I had worked on many ships but this was my first time working on a submarine. To work on a submarine you cannot suffer from claustrophobia. On this sub the turbo-generators were installed with the center line of the turbine and gear box below the level of the of the upper level floor gratings, that meant to get at the bolts of the gear casing one had to lift up a hinged section of the floor grating, climb down into four foot crawl space and work on your knees. To get to the other side you had to climb up out of that space and go around to the other side to lift up another grating and get down on your knees on that side. It was not fun.

The next sub with GE machinery was the Triton. This was the largest sub built up to that time.
It had two separate power plants, with a forward reactor room and engine room, and an after reactor and engine room. And two line shafts and propellers. As far as I know the only twin screw atomic sub. On this one the turbo-generators were up where you could work on them.

After the machinery was installed I was transferred from the Boston Office to Gear Engineering in Lynn, Mass. When it came time for the Triton sea trials, Adm. Rickover wanted the chairman of GE to ride the sub. He declined, and the duty was passed down through each level of management until it reached the low man on the totem pole, me. So I rode it for my first time at sea on a submarine. Of course it was the first time the sub had been to sea, and under the sea.

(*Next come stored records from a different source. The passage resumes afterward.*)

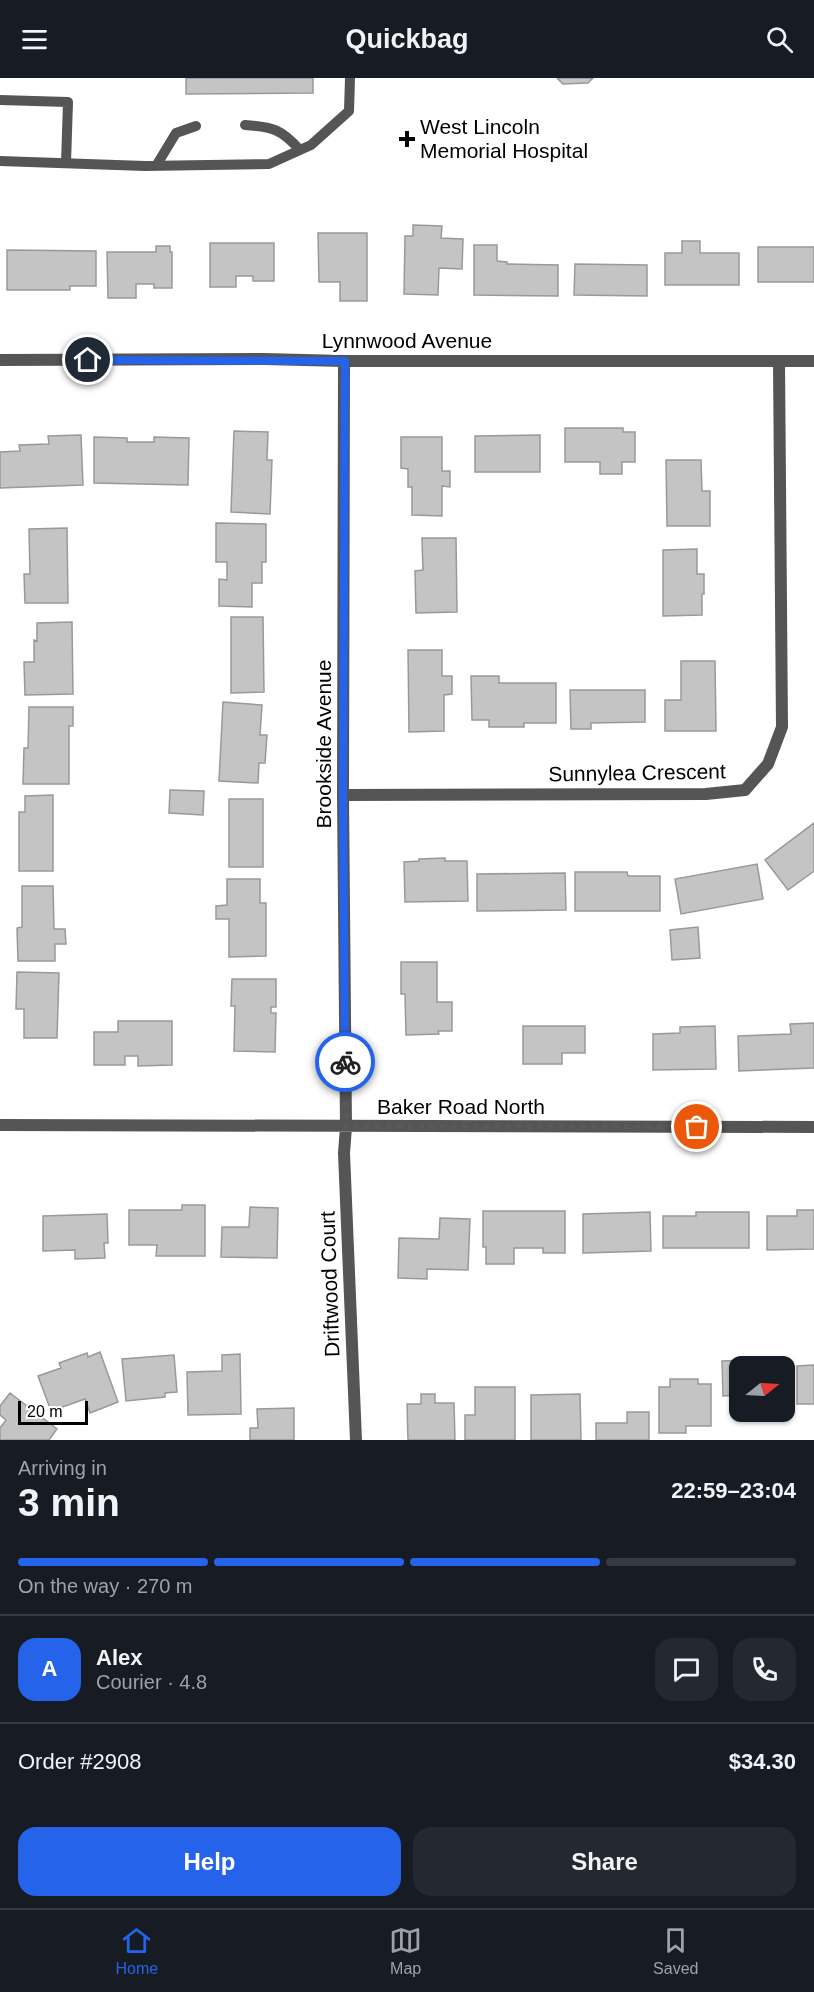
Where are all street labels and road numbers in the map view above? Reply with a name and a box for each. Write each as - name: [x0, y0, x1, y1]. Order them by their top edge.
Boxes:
- street label: Lynnwood Avenue: [322, 329, 492, 352]
- street label: Brookside Avenue: [312, 660, 335, 828]
- street label: Sunnylea Crescent: [548, 759, 726, 786]
- street label: Baker Road North: [377, 1095, 545, 1118]
- street label: Driftwood Court: [315, 1211, 344, 1357]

We ran the surface trials, and then submerged. The first order of business is to look for leaks. and then fix them. After these were fixed we submerged to test depth, which is below operating depth. And again looked for leaks. Again fixing those found.

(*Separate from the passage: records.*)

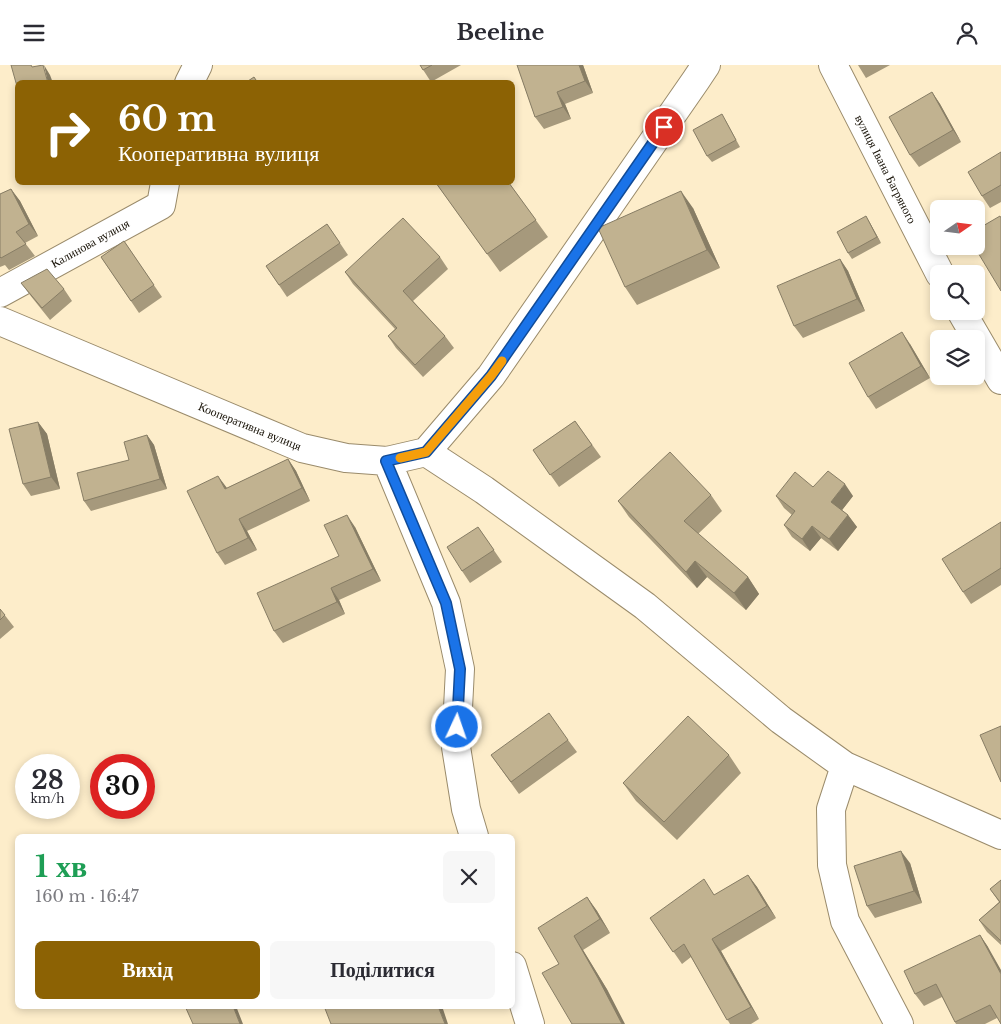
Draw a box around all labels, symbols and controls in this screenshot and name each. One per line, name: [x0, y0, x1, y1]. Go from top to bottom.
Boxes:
icon: menu: [20, 19, 48, 47]
text: Beeline: [457, 19, 544, 46]
icon: person: [953, 19, 981, 47]
text: 60 m: [118, 97, 216, 140]
icon: right: [35, 100, 100, 165]
pin: [643, 106, 685, 148]
street label: вулиця Івана Багряного: [852, 112, 920, 226]
icon: arrive: [650, 113, 678, 141]
text: Кооперативна вулиця: [118, 140, 319, 167]
north arrow: [930, 200, 985, 255]
map controls: [930, 200, 985, 385]
street label: Калинова вулиця: [48, 215, 132, 271]
button: search: [930, 265, 985, 320]
button: layers: [930, 330, 985, 385]
street label: Кооперативна вулиця: [196, 398, 304, 454]
position arrow: [430, 700, 482, 752]
speed limit sign: 30: [90, 754, 155, 819]
text: 28: [31, 765, 64, 796]
text: km/h: [30, 791, 65, 806]
text: 1 хв: [35, 848, 87, 885]
button: close: [443, 851, 495, 903]
text: 160 m · 16:47: [35, 886, 139, 906]
button: Вихід: [35, 941, 260, 999]
button: Поділитися: [270, 941, 495, 999]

So the under water sea trial began, this was a duplicate of the surface trials, four hours ahead at full power. But Adm Rickover wanted more then full power, so the reactors were over loaded, and rags stuffed in the reactor alarms to cut down the noise level, and the main propulsion turbines run up to overload condition. So this was the way the four full power ahead was run. At the end of the full power run, the test agenda called for a crash stop and a thirty minute full astern power run. The crash stop was accomplished, and the half hour full power astern run was started. As we picked up astern speed we started to dive down, then up, then down again, up again, then down again, and we just kept going down at about a thirty degree down angle. Adm Rickover told the throttle man "FULL SPEED AHEAD!" To which he eagerly responded "Aye, Aye, Sir" and they spun the astern valves closed, and the ahead valves open, and we started to go forward up out of what we found out later was past test depth in the bow. Adm. Rickover immediately headed for the bridge to have a heated lecture for the Captain.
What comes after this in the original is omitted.